▸ Exercise material:

____________________

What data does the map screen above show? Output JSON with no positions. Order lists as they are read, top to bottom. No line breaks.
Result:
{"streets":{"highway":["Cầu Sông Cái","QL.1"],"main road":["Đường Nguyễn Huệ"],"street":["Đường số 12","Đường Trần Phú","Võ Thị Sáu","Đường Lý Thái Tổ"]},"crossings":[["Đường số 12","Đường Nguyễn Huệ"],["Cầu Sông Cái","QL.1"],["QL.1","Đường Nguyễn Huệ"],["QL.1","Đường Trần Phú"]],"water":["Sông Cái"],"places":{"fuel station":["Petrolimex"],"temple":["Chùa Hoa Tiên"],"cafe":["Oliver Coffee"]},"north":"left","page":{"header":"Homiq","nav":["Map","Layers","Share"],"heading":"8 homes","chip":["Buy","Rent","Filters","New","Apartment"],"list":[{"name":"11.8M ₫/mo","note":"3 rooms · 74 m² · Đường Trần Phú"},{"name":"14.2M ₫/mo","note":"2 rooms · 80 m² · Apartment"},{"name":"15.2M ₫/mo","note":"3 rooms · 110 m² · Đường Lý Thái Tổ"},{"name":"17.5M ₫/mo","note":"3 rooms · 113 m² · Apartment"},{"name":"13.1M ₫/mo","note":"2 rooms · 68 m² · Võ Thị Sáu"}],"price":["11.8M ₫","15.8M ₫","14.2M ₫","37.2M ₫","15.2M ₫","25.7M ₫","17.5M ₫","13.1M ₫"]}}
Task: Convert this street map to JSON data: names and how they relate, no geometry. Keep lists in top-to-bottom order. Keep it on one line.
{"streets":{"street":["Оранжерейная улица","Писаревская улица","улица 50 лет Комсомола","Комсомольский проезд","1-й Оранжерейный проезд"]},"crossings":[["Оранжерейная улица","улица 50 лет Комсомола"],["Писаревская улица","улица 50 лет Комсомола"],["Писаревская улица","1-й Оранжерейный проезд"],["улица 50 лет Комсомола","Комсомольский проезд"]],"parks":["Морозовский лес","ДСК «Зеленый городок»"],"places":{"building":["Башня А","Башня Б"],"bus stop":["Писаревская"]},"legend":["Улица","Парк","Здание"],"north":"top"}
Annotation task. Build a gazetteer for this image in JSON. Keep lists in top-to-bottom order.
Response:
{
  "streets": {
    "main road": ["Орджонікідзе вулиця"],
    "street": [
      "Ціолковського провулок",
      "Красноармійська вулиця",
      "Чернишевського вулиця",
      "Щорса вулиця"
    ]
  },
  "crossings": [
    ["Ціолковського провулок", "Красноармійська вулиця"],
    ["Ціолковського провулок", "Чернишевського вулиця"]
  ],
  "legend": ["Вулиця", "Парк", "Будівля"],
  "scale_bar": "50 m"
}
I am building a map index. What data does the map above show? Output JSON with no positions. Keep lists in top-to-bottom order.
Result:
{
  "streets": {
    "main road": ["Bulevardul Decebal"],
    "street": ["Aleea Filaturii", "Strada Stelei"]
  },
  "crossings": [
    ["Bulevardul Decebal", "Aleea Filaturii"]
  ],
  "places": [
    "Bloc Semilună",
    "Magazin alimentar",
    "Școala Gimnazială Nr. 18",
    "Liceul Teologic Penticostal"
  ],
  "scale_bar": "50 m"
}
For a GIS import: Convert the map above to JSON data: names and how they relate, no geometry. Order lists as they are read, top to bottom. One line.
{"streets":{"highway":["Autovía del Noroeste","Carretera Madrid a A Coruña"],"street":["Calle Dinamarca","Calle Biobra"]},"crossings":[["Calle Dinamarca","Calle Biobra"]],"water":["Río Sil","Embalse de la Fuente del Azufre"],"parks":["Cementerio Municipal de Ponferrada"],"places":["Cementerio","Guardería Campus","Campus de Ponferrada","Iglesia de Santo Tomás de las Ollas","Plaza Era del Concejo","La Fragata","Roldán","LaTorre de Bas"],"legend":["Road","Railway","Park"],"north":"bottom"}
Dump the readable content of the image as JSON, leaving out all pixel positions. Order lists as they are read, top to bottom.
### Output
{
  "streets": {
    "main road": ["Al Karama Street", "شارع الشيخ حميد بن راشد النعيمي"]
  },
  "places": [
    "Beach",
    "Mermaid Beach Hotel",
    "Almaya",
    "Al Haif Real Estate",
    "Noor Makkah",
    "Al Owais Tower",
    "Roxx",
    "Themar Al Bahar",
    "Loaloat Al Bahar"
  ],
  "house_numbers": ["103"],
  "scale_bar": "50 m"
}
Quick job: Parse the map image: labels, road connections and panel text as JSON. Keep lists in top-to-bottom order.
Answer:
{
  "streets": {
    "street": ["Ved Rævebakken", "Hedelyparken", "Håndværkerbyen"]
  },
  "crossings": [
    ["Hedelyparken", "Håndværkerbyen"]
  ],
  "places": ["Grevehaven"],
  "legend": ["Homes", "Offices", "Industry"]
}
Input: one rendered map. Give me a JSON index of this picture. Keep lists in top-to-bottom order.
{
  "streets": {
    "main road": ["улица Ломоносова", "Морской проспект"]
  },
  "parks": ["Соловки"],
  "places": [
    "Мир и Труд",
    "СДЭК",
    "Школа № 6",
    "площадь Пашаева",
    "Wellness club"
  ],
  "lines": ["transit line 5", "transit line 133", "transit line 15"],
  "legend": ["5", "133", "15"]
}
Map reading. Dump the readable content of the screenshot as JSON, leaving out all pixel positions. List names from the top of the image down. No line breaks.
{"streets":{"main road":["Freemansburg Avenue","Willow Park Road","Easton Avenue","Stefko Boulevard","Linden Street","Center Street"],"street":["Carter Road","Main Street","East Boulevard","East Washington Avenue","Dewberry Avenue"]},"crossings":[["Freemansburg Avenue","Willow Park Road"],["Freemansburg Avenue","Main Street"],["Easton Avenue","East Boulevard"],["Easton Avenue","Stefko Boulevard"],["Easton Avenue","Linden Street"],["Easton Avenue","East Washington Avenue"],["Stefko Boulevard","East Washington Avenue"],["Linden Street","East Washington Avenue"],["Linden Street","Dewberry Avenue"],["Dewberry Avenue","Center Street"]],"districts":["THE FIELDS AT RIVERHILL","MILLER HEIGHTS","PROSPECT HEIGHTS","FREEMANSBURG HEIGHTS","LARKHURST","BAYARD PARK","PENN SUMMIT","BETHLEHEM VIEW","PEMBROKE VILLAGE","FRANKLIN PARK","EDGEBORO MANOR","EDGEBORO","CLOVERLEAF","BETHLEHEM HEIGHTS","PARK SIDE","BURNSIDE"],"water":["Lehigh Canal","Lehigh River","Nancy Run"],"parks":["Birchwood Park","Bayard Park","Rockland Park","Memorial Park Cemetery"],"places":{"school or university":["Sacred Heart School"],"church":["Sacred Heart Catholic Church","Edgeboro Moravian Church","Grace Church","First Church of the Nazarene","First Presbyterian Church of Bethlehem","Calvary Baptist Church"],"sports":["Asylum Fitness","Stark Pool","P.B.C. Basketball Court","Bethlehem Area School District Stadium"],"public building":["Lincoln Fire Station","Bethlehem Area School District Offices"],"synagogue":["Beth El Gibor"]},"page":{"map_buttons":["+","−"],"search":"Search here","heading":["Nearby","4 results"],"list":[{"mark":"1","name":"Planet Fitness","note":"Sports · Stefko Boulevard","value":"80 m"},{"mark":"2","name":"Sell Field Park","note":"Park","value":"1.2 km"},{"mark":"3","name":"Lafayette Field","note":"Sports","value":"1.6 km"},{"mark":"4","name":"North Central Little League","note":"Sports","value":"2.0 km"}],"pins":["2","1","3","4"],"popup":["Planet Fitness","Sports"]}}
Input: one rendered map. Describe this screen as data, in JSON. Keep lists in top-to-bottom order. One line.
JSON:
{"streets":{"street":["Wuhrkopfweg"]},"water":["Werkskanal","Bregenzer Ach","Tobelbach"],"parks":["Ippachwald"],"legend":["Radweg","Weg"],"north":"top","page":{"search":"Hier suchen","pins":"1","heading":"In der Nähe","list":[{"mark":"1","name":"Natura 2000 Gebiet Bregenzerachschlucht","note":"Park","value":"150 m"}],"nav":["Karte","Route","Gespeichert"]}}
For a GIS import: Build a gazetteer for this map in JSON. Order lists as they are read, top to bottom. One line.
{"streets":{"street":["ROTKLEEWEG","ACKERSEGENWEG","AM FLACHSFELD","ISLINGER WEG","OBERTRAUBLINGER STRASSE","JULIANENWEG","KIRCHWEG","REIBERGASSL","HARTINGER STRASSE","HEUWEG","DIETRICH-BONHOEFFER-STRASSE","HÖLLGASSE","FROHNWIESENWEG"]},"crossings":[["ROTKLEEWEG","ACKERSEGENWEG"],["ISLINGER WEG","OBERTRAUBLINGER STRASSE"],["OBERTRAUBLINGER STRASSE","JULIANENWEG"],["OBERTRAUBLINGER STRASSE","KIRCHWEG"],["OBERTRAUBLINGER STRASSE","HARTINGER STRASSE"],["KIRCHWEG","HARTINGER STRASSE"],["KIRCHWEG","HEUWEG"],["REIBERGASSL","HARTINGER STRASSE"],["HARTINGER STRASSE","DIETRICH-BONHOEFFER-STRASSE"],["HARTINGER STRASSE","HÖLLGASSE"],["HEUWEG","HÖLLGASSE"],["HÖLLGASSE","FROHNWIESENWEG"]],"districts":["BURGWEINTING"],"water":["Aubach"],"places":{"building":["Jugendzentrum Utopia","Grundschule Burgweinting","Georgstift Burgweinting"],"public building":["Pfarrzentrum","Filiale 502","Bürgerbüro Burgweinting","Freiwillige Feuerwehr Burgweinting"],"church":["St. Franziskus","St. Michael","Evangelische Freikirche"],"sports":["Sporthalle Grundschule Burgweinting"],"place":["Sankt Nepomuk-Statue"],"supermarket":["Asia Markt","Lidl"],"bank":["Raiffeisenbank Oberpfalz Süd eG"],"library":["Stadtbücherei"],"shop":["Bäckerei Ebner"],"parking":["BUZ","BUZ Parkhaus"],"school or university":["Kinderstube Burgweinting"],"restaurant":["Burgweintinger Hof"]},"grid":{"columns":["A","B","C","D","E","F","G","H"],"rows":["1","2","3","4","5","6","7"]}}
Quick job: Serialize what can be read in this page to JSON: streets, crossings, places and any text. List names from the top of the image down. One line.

____________________

▸ Assignment: Go through the records above, find each line with the string "does", and copy it.

▸ Written answer:
What data does the map screen above show? Output JSON with no positions. Order lists as they are read, top to bottom. No line breaks.
I am building a map index. What data does the map above show? Output JSON with no positions. Keep lists in top-to-bottom order.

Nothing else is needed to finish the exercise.